Publisher's note: The author of this post, Ken Buday, is a contributor to ECU News Services.
Dr. Randall Etheridge tows a SonTek RiverSurveyor M9 during a previous research project near Lake Mattamuskeet. | Photos: Randall Etheridge
A nearly $300,000 grant will allow a team of researchers from East Carolina University to look at sea level rise and its impact on coastal communities.
The $299,454, two-year grant comes from the National Science Foundation. It includes an interdisciplinary approach involving ECU's Department of Engineering and Department of Anthropology as well as the Coastal Studies Institute, a multi-institutional research and education partnership of the University of North Carolina System led by ECU.
"It's about helping coastal communities adjust to sea level rise, specifically smaller coastal communities that don't have the resources like a New York or a Miami or other big metropolitan areas,"
said Dr. Randall Etheridge, assistant professor of engineering and principal investigator on the grant.
The research has two goals - to explore and design possible solutions to flooding in the Lake Mattamuskeet area of Hyde County and to develop a process with community input that could then be used to help other similar communities. Three groups of ECU engineering students working on their senior capstone projects will be part of the research team.
"We're looking at a process,"
Etheridge said. "It includes going out and working with the community to understand what their concerns are and the things that they want to see from an engineering design solution. From this process, we want to apply this to other areas. We want to see if this method or framework will work in other areas, and we're using Lake Mattamuskeet as a test case."
The water level at Lake Mattamuskeet has been increasing, which can impact nearby farmland, particularly during major rain events. According to a Hyde County report on Hurricane Matthew in 2016, about 75% of the county's cotton crop, 50% of its soybean crop and 95% of its snap bean crop were lost in the storm, greatly impacting the people and the economy.
"Because Hyde County is at low elevation, as conditions change along the coast, it becomes harder for water that collects in the lake from the surrounding watershed to passively drain out through the lake's drainage canals to Pamlico Sound,"
said Dr. Linda D'Anna, a research associate with the Coastal Studies Institute and a memberof the research team. "Without this exit, the water has to find someplace else to go. And where it has been going is back onto the land, flooding people's properties and causing a variety of concerns."

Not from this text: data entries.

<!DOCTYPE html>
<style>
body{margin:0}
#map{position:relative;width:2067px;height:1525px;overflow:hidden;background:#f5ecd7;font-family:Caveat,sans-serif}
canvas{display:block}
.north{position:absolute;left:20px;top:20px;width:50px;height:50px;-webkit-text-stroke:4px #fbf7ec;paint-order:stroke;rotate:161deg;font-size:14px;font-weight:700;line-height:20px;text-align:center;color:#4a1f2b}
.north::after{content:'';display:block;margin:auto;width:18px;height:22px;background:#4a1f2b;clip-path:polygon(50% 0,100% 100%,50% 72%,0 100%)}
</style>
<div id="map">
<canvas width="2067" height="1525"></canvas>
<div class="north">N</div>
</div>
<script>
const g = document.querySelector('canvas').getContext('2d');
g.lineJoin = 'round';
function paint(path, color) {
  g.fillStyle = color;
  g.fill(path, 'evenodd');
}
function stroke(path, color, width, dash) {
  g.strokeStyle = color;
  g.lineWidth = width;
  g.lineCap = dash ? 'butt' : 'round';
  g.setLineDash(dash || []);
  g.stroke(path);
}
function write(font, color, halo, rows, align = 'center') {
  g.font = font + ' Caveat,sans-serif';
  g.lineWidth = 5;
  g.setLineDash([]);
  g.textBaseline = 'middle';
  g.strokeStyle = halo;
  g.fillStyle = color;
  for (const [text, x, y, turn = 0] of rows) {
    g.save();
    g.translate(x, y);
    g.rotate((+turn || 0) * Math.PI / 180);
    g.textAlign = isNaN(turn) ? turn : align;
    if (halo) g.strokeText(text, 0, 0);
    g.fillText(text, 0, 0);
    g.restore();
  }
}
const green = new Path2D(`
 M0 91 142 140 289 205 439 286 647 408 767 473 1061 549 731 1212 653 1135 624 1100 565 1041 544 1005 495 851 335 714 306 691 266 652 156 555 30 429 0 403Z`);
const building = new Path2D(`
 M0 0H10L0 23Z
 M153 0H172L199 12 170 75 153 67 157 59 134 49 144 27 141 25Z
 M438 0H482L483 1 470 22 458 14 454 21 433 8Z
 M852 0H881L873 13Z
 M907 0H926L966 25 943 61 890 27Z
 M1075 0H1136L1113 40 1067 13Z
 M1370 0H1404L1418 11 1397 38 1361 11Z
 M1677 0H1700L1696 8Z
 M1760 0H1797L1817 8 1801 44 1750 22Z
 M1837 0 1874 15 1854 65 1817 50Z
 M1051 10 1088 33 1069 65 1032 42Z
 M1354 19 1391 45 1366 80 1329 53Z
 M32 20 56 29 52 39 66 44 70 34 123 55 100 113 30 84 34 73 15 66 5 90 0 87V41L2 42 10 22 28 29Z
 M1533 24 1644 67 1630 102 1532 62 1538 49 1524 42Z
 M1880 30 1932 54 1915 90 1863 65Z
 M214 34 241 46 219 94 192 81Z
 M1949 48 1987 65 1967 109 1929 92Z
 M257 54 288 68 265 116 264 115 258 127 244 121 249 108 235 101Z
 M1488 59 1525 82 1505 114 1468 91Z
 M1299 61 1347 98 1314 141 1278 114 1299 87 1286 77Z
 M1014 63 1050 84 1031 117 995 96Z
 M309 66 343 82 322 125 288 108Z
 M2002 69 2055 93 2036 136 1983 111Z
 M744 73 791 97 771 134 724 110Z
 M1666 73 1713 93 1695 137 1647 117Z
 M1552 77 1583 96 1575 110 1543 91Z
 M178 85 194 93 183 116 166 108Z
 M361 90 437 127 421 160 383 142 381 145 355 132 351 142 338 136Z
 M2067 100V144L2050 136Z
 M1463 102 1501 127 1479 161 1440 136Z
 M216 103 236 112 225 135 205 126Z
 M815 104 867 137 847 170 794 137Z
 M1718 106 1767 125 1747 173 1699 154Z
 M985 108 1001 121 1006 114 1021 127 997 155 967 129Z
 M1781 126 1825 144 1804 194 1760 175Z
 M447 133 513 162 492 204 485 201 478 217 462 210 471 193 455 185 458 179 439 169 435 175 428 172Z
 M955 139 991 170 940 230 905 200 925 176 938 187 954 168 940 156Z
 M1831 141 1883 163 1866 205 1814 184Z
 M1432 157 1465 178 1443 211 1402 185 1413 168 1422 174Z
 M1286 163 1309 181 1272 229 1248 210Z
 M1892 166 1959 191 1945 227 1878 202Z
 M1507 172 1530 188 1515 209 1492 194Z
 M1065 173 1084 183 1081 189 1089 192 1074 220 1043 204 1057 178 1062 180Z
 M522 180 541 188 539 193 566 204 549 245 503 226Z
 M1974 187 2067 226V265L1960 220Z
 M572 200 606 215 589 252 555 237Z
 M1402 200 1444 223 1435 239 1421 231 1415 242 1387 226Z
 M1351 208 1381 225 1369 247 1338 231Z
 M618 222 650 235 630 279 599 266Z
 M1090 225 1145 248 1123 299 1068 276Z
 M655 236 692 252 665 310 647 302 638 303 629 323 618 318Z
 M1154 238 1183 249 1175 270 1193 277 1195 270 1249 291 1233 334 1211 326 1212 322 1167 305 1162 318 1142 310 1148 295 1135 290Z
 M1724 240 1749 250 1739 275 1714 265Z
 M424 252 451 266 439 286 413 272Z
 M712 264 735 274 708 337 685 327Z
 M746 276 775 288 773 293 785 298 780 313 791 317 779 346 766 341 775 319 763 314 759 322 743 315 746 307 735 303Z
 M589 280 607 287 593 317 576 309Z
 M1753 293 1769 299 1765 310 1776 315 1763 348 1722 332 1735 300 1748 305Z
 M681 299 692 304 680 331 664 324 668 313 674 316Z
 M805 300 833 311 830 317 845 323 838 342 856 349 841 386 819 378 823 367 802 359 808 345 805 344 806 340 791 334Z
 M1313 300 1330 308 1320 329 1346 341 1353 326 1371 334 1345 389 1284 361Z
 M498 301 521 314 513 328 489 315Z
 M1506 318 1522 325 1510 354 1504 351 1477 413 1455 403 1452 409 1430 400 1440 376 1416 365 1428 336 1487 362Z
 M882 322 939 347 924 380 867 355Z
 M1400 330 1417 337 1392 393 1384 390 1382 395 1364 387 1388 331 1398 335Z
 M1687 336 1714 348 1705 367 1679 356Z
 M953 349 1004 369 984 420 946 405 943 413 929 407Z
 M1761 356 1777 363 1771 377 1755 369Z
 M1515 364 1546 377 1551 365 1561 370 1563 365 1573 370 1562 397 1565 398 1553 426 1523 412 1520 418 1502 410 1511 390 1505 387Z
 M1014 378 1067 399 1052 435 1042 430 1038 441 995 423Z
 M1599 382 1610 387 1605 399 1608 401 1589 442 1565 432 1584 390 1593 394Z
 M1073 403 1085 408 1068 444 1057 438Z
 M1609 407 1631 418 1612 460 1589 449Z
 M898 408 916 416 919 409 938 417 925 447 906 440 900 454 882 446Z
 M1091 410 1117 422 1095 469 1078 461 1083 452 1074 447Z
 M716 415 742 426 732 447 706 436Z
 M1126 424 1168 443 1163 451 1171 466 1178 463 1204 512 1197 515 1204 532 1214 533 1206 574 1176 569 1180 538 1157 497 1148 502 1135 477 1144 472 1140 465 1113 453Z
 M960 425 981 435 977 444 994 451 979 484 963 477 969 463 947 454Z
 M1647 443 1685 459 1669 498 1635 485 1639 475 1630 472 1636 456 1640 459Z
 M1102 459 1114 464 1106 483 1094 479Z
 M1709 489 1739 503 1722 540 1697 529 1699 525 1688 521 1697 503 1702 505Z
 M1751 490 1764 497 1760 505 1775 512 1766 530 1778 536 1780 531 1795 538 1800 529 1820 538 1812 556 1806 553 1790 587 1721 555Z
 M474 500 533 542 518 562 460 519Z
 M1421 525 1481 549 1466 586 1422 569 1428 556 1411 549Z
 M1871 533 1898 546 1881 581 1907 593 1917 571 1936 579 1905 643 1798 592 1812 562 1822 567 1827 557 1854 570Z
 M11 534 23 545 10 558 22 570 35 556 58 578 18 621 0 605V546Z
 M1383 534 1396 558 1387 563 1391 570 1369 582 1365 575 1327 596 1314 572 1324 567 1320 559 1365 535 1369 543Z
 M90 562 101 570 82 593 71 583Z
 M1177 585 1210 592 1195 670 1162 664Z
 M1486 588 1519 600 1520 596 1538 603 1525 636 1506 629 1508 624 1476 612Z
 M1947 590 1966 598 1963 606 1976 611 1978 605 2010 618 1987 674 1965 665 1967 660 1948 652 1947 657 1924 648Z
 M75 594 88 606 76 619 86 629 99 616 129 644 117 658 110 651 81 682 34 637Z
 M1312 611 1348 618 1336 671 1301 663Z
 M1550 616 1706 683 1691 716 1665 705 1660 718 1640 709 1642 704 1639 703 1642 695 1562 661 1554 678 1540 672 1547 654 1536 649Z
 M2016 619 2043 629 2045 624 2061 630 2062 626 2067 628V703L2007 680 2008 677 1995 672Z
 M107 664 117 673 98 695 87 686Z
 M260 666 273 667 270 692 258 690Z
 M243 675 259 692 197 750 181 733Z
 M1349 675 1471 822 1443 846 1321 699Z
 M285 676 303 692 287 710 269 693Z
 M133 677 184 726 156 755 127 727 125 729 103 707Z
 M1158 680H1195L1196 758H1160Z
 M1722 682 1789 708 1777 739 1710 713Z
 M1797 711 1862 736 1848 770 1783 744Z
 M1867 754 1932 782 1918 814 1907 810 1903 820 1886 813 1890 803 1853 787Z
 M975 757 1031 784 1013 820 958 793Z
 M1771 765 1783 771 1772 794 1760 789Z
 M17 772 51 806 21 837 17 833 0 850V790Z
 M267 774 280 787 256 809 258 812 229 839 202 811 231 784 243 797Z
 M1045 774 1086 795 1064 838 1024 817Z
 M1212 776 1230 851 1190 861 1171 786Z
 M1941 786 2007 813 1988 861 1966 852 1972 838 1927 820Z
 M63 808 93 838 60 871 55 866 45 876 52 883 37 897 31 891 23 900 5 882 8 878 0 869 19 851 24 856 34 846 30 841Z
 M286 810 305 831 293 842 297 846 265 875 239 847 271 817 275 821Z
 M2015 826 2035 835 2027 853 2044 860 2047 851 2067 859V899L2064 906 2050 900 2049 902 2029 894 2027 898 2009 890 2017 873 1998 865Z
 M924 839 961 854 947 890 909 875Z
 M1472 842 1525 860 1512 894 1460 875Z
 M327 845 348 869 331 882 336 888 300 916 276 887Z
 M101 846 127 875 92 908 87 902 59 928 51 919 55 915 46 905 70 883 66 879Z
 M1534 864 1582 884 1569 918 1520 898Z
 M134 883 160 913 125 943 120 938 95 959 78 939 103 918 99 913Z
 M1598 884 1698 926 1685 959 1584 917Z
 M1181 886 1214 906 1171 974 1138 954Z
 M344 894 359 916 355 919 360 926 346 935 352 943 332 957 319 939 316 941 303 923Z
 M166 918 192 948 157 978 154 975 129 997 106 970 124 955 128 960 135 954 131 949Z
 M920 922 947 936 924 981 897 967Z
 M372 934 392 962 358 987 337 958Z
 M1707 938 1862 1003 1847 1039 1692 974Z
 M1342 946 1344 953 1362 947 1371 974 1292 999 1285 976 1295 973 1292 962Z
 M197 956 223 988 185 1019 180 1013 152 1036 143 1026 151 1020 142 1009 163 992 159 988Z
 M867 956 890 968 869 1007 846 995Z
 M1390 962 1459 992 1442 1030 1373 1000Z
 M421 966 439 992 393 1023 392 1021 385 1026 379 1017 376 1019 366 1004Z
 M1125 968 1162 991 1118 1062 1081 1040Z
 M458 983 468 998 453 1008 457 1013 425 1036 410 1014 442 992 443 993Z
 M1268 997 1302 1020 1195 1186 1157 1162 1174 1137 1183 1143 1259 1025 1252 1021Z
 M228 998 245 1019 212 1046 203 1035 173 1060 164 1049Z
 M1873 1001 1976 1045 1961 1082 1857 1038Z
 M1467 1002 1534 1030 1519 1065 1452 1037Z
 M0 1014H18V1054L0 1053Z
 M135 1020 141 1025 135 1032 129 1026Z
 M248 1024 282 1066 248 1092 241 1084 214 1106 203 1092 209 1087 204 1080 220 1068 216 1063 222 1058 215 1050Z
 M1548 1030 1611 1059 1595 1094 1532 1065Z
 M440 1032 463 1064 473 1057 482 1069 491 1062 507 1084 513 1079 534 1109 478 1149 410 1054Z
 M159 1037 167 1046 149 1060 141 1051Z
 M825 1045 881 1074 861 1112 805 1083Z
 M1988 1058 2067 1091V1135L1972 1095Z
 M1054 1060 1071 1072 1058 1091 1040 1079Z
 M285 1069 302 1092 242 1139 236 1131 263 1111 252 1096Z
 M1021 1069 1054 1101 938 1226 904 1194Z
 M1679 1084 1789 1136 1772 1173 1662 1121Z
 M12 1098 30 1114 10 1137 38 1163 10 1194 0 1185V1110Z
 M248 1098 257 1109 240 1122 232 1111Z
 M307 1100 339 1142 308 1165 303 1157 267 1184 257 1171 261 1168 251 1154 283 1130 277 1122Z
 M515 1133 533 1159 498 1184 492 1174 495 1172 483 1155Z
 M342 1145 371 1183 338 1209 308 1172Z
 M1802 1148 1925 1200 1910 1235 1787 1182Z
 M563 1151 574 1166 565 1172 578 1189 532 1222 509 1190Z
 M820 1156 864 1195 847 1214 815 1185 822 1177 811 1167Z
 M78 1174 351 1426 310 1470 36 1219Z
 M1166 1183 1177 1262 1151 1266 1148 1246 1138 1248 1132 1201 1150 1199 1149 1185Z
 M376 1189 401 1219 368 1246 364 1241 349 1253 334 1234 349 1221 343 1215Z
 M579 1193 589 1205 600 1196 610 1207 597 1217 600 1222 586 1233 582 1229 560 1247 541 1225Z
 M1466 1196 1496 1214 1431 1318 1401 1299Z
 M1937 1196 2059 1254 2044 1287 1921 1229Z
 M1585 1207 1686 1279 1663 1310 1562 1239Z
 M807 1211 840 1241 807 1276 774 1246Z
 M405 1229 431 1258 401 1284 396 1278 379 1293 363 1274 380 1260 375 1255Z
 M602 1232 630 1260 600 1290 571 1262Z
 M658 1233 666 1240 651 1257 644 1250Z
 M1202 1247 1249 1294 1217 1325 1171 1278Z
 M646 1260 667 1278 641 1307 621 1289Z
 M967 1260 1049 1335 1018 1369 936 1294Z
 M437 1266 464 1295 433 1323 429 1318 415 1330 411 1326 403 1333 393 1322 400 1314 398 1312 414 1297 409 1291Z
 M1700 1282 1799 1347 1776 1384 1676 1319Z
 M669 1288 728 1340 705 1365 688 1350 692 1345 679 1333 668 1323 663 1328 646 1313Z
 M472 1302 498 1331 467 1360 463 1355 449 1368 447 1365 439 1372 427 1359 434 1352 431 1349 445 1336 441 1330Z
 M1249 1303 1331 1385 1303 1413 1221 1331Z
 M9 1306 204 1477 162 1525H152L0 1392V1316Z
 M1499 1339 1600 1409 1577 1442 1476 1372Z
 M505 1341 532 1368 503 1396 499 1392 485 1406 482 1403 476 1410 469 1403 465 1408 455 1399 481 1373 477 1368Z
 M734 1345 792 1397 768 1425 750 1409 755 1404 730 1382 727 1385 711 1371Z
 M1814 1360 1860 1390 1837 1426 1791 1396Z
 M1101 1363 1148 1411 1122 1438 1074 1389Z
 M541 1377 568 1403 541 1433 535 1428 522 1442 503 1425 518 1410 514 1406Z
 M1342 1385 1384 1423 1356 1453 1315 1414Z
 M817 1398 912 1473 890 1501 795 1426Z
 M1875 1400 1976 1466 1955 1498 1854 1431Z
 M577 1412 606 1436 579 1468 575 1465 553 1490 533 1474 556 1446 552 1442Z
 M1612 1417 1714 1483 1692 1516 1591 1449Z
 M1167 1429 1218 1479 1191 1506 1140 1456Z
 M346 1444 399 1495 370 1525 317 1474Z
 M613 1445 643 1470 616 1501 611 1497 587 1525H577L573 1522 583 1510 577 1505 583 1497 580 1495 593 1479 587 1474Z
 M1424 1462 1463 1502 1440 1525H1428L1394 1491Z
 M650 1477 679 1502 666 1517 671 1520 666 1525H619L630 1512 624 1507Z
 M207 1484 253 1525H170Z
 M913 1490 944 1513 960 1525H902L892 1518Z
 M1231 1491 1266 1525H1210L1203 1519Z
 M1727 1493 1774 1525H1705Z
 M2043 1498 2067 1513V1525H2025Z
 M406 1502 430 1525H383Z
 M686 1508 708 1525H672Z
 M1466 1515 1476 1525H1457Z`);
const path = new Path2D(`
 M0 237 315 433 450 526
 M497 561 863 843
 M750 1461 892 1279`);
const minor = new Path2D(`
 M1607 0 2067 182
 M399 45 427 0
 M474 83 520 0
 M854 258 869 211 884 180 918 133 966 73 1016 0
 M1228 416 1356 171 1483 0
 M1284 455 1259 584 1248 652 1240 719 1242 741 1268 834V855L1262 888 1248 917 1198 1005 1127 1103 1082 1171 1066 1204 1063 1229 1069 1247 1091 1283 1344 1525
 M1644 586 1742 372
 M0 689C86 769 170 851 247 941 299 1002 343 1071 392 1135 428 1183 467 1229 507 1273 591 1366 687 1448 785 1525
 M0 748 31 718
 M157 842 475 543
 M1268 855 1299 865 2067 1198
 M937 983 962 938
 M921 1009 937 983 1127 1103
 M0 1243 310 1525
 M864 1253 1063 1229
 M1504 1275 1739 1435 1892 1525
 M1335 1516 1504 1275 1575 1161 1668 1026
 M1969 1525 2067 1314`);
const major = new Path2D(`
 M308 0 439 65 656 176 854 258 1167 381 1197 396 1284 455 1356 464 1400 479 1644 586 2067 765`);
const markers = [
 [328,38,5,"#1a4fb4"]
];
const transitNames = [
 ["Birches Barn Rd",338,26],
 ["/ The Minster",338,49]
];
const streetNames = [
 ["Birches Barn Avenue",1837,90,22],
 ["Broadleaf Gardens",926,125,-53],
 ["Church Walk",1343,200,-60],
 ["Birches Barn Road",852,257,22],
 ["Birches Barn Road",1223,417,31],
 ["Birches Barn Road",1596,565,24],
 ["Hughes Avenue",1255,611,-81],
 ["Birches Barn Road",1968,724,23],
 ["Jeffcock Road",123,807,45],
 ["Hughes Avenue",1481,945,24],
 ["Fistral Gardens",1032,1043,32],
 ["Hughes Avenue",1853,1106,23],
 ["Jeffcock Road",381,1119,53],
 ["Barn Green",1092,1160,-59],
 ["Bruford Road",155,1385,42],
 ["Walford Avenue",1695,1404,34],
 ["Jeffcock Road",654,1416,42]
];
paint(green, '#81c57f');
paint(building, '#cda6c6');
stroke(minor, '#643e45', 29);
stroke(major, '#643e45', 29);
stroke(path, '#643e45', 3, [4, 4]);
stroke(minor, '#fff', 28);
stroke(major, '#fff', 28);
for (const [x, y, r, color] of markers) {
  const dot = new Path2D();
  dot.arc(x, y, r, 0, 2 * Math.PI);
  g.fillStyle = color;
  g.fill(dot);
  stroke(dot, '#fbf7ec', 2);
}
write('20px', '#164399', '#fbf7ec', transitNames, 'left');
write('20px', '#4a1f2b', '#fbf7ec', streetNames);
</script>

Etheridge, right, places a SonTek RiverSurveyor M9 in the water near Lake Mattamuskeet.
Dr. Cynthia Grace-McCaskey, assistant professor of anthropology and a Coastal Studies Institute research associate, said her role with the research team is to give community members a voice in the process.
"A lot of the residents are people who have lived there and worked there for generations, and their priorities are not just to pack it in and leave, so it's a matter of learning how to adapt and helping to solve those problems in a collaborative way,"
she said. "It's also important, as someone who has done work with resiliency and done some work with flooding recovery, to understand the reasons why people are not willing to leave their communities - what is the importance of a sense of place - so we need to find ways to adapt if the people are going to stay there. As an outsider, it could be easy to say that it's flooding and they need to move, but these are real people, and it's not that easy. It's a very complex situation, and I think it's important to understand all perspectives when trying to solve these problems."
With help from D'Anna, Grace-McCaskey will also help guide the students involved in the project through community engagement.
"Many of these students may not have had very much one-on-one interaction with community members or stakeholders that their design project may actually impact or affect,"
Grace-McCaskey said. "Linda and I will be in charge of helping train the students to some extent about the best ways to begin those relationships with community members and stakeholders, and how to make those interactions most productive from a cooperative and collaborative approach as opposed to going into a community and thinking that you already know what the answers are."
The grant is a continuation of the Lake Mattamuskeet Water Restoration Plan that was created in 2017 to address water quality and elevated water levels in the lake.
"The watershed restoration plan identified a number of actions that could be taken to realize the plan's goals for the way of life in Hyde County and for water level, quality and clarity in the lake,"
D'Anna said. "Many of these potential actions require engineering designs and studies before they can move forward. By pairing the engineering expertise of the students and faculty with the experiential knowledge of the community and stakeholders, the design process this grant is funding offers the best chance for conceptualizing solutions that both have sound bases in science and engineering and reflect the local landscape. By being able to address and incorporate community input and feedback, the process promises a sense of local ownership and buy-in for the resulting designs that will be critical to ultimately implementing them."
Dr. Raymond Smith, an associate professor of engineering, is also a member of the research team, which will involve as many as 14 students.
The grant is the second Etheridge has received this year for research concerning Lake Mattamuskeet. Earlier this summer, he received a nearly $20,000 grant from the U.S. Fish and Wildlife Service to study the levels of bacteria flowing from the lake to Pamlico Sound.
Lake Mattamuskeet is the largest natural lake in North Carolina, covering about 40,100 acres or roughly 126 square miles. Located in northeastern North Carolina about 90 miles east of Greenville, the Hyde County lake is known as a home away from home for about 200,000 migratory birds each winter.